Depending on who relayed the news, this is a historic event or an unacceptable outrage. In fact, as you may have suspected by glancing at the picture on the left, Tom of Finland was a gay erotic artist. To be more precise, he was probably the greatest one – and surely the most influential from a historical perspective.
A shy man who grew up in a time and a country where homosexuality was a crime, for years he drew simply to visualize his forbidden fantasies – destroying each work as soon as he was done with it. The transition to commercial erotic art was difficult, both for lack of self-confidence and due to a series of unsuccessful partnerships with publishers who scammed him. It was only thanks to the insistence of a handful of collectors and to the friendship with the esteemed photographer Robert Mapplethorpe that he broke through on the international market, but when it finally happened he had a smashing success.
The appeal of his works was in the sheer technique learned from his past as an advertising specialist, supported by a revolutionary portrayal of the gay male figure.

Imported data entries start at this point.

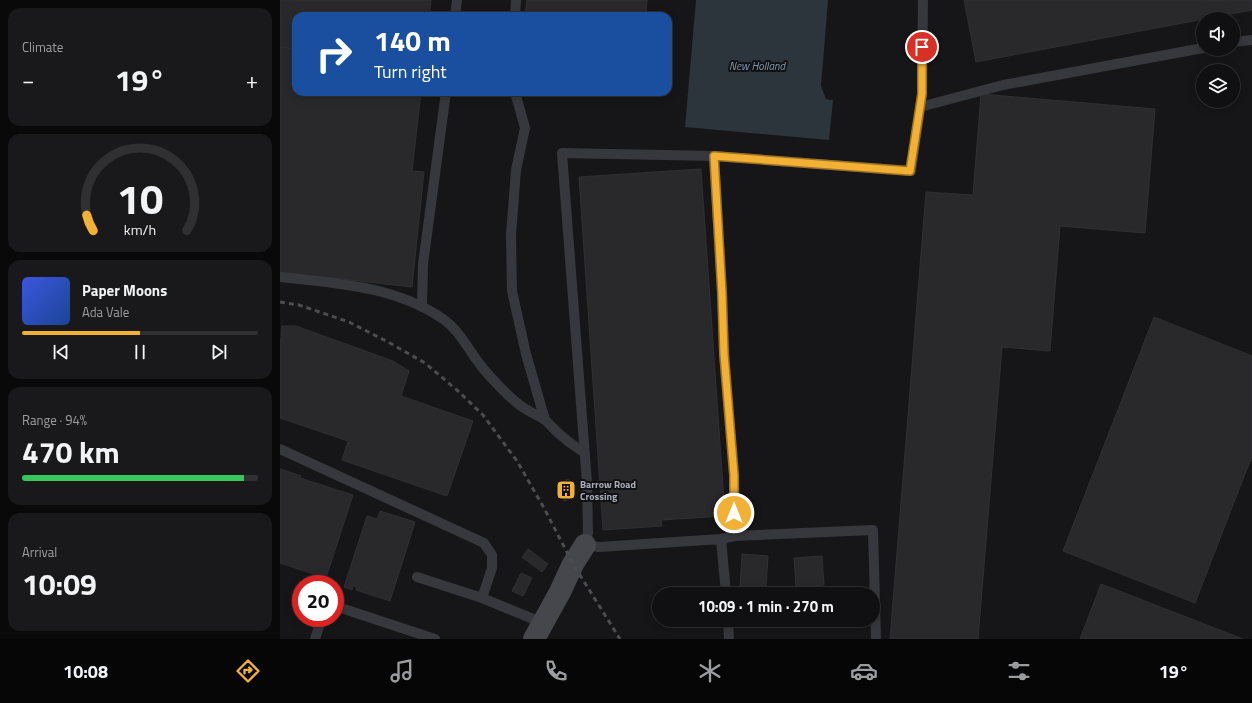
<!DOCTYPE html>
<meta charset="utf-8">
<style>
:root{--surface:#101012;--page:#19191b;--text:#f1f3f6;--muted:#9c9d9f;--line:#303032;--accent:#f2b134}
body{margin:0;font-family:"Titillium Web",sans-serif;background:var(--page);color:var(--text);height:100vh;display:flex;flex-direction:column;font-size:15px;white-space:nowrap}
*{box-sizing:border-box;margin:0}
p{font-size:13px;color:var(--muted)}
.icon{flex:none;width:22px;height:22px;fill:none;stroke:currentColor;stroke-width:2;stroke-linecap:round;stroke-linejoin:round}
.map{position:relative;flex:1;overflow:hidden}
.panel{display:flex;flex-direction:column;gap:8px;padding:8px;background:#09090a;width:280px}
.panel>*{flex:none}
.guide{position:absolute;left:12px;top:12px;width:380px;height:84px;border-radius:12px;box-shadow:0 2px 10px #0003,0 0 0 1px var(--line);background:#1a4fa0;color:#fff;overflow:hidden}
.fabs{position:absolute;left:916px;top:12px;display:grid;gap:8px}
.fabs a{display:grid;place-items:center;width:44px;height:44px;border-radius:50%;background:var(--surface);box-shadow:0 2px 10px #0003,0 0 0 1px var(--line);font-size:20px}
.speed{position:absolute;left:12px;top:575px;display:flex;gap:8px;font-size:20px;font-weight:700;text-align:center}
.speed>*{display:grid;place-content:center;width:52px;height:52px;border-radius:50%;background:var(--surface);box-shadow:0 2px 10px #0003,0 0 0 1px var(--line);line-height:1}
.speed .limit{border:6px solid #d22;background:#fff;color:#111}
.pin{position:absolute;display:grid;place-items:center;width:34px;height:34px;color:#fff;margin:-17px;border:2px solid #fff;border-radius:50%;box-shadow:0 1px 4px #0007}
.me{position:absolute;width:44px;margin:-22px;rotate:0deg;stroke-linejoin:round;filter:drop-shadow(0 0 3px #0008)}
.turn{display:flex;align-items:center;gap:14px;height:84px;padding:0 16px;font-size:18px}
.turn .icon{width:52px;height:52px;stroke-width:2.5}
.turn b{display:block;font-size:28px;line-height:34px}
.big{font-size:30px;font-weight:700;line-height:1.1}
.panel .tile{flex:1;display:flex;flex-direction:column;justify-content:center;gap:6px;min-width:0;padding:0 14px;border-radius:12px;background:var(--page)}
.panel .dial{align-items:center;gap:0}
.dial svg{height:104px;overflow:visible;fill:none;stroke:var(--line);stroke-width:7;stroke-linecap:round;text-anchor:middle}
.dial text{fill:var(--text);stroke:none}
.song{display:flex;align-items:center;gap:12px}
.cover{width:48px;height:48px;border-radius:6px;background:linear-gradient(135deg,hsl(230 70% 55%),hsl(220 70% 35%))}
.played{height:4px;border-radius:2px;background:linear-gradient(90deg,var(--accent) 50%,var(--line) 50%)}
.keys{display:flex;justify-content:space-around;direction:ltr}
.heat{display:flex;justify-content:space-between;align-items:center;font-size:22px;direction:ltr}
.charge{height:6px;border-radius:3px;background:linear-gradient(90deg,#34c759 94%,var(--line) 0)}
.trip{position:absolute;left:372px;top:587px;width:228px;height:40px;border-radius:20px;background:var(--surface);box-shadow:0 2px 10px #0003,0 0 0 1px var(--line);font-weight:700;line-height:40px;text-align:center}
.menu{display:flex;height:64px;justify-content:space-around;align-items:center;background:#060607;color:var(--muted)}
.menu .icon{width:28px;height:28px}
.menu .on{color:var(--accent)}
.menu b{font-size:18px;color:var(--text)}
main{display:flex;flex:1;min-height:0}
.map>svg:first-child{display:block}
</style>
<main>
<section class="panel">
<div class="tile"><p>Climate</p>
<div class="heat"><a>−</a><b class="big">19°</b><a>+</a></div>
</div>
<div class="tile dial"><svg viewBox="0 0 100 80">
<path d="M14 69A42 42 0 1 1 86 69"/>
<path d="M14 69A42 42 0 0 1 9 57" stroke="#f2b134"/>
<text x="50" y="56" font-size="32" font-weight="700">10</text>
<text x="50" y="72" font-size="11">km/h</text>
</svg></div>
<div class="tile">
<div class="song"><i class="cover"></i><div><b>Paper Moons</b><p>Ada Vale</p></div></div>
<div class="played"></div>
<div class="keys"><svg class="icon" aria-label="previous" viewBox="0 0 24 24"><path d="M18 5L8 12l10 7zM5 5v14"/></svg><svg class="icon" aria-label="pause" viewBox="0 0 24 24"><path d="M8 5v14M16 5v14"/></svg><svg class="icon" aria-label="next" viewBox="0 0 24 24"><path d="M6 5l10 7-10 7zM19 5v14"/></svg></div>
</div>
<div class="tile"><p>Range · 94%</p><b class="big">470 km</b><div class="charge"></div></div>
<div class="tile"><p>Arrival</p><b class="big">10:09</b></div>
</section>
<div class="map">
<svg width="972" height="639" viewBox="0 0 972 639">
<rect width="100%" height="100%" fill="#161618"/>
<path fill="#2c353c" d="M416,0H548L541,86L546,99L553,100L549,140L405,127Z"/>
<path fill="#29292c" stroke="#303034" d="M0,0H151L149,16H16V49L0,47Z
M247,0H367L366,16H245Z
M684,0H972V10L696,62Z
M0,47L16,49V92H141L132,171L144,172L132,287L0,272Z
M701,94L875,109L865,233L780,226L770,351L722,347L698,639H610L646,192L693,195Z
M421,169L445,516L381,520L382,526L323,530L299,177Z
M874,317L972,356V456L915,603L783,551Z
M2,326H16L113,361L129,371L121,396L193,421L167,496L62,460L68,441L0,418V340H1Z
M0,469L21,476L20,478L73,495L46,578L0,563Z
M288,479L295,497L284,501L278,483Z
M100,511L135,522L110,601L76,590L77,587L73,586L72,590L64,587L87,516L97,519Z
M248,549L268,564L262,572L242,557Z
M462,554L488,556L486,588L460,586Z
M542,556L544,585L516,587L514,558Z
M241,573L252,578L243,596L232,591Z
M821,584L963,639H800Z"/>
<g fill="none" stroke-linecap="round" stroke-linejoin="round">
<path stroke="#37383d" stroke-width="10" d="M175,16L177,0
M235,16L236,0
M953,42L972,40
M235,92L245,128L236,170L231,235L232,291L246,354L265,420
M640,107L723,85L923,48
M434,156L442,293L444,354L454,475L455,536L441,539L319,547L305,545L308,533L307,483L282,153L434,156L631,171L642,94L643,0
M0,277C55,283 115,286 163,319C182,332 191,356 207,373C218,385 230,399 244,408C251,413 259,415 265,420C271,425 276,432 283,437C289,443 298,448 305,453
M142,307L143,264L166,92
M0,449L204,543L212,555V568L202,598L263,623
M455,536L593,530L596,639
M441,539L446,594
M137,577L202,598
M55,606L155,639
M448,620L449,639
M35,639L42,618"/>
<path stroke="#45474d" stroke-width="22" d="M254,639L280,592L293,564L305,545"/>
<path stroke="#4a4c52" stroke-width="3" stroke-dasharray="5 4" stroke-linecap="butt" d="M0,302L19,305L69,322L108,342L145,363L178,391L203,415L237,461L264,508L293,564L340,639"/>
</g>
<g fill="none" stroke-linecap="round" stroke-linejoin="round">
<g stroke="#9d7322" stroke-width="10">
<path id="route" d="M454,513V475L444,354L442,293L434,156L630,171L642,94V47"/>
</g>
<use href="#route" stroke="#f2b134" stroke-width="7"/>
</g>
<defs>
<g id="building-square" transform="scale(1)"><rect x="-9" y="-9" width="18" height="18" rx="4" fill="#f2b134" stroke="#111113"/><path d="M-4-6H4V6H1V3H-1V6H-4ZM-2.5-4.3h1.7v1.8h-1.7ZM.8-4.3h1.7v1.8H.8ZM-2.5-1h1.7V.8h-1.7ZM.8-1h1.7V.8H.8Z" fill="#111"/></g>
</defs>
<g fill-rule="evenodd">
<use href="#building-square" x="286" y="490"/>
</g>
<g text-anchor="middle" stroke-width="4" stroke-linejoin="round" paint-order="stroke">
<g font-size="10" font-weight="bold" fill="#a8adb8" stroke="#111113" text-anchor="start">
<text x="300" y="488">Barrow Road<tspan x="300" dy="12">Crossing</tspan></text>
</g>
<g font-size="11" font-style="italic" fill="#7f9bb3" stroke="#111113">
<text x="477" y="70">New Holland</text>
</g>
</g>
</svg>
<div class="fabs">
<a><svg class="icon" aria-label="sound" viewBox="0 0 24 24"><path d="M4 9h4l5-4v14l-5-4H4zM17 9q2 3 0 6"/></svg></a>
<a><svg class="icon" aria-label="layers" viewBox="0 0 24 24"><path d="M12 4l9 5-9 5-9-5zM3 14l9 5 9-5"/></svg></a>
</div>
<div class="speed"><div class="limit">20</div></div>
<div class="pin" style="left:642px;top:47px;background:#d93025"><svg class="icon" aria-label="arrive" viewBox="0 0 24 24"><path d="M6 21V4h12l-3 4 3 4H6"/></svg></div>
<svg class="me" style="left:454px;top:513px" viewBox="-20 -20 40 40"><circle r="17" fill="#f2b134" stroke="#fff" stroke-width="3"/><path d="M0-11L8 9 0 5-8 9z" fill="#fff"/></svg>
<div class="trip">10:09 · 1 min · 270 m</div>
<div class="guide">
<div class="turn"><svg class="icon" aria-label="right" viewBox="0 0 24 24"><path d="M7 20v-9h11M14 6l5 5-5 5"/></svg><div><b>140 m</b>Turn right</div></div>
</div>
</div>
</main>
<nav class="menu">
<b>10:08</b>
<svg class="icon on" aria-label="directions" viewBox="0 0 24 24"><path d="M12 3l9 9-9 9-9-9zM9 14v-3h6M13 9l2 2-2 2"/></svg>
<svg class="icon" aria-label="music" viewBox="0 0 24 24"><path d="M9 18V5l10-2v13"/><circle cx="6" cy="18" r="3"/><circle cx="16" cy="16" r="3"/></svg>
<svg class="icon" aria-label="phone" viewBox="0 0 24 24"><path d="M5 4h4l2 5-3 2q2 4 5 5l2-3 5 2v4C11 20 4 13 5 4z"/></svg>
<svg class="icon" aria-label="climate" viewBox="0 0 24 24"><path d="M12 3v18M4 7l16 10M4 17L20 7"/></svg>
<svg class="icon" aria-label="car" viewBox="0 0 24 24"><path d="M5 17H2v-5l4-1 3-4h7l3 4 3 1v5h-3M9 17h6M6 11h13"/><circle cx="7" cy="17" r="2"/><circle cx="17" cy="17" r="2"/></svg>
<svg class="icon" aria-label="filters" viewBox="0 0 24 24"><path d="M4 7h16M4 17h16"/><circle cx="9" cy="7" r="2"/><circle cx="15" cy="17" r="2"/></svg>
<b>19°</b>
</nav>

His characters were not the effeminate, scared little men typical of the homosexual iconography of his times, but hypermasculine hunks that wore their preferences with pride and a healthy dose of irony. Most illustrations included fetish uniforms: what was just a personal fixation happened to capture the spirit of early leather culture so well that the two things became one. Suddenly, gay men worldwide began working out and dress just like Tom’s characters, adopting a look so stereotypical to be called ‘leatherclone’. It is no exaggeration to say that Laaksonen’s art shaped the contemporary male fetish scene worldwide for decades, making him one of the most influential Finnish visual artists ever.
In this view Posti’s choice is perfectly logic and commendable, no matter what homophobes say. This idea does pose a problem, however: a huge one that nobody seems to have noticed. Tom of Finland’s stamps can land you in jail.
There is no doubt that the illustrations chosen for the stamps are not explicitly pornographic, yet their erotic tone is also evident. And guess what? Most nations expressly forbid to send erotic and generally “adult” material by mail. This is common practice worldwide and even more in repressive countries such as Muslim nations, Russia, Uganda and others, where “promoting” gay culture is a serious criminal offence. Placing a (self-adhesive) Tom stamp on a letter means to self-indict both you and your penpal – whose names are clearly written on the envelope – twice, if it is international mail.
“Forbidden” stamps have been routinely banned, defaced and destroyed or returned to sender with their mail. The most famous case was probably a Spanish stamp depicting Goya’s masterpiece La maja desnuda, which in 1930 created a global scandal and the disruption of the US postal service for months. Technically speaking, sending the Finnish stamps as part of the content is even worse: many mail services (case in point: Canada) randomly check the material they process for criminal evidence… and most legislations forbid to send stamps by mail.
Yes, the whole setup is so absurd that various artists throughout the years have even protested it by creating explicit fake stamps to draw attention to the issue. Aren’t you glad that email has made digital surveillance so much straightforward for everyone?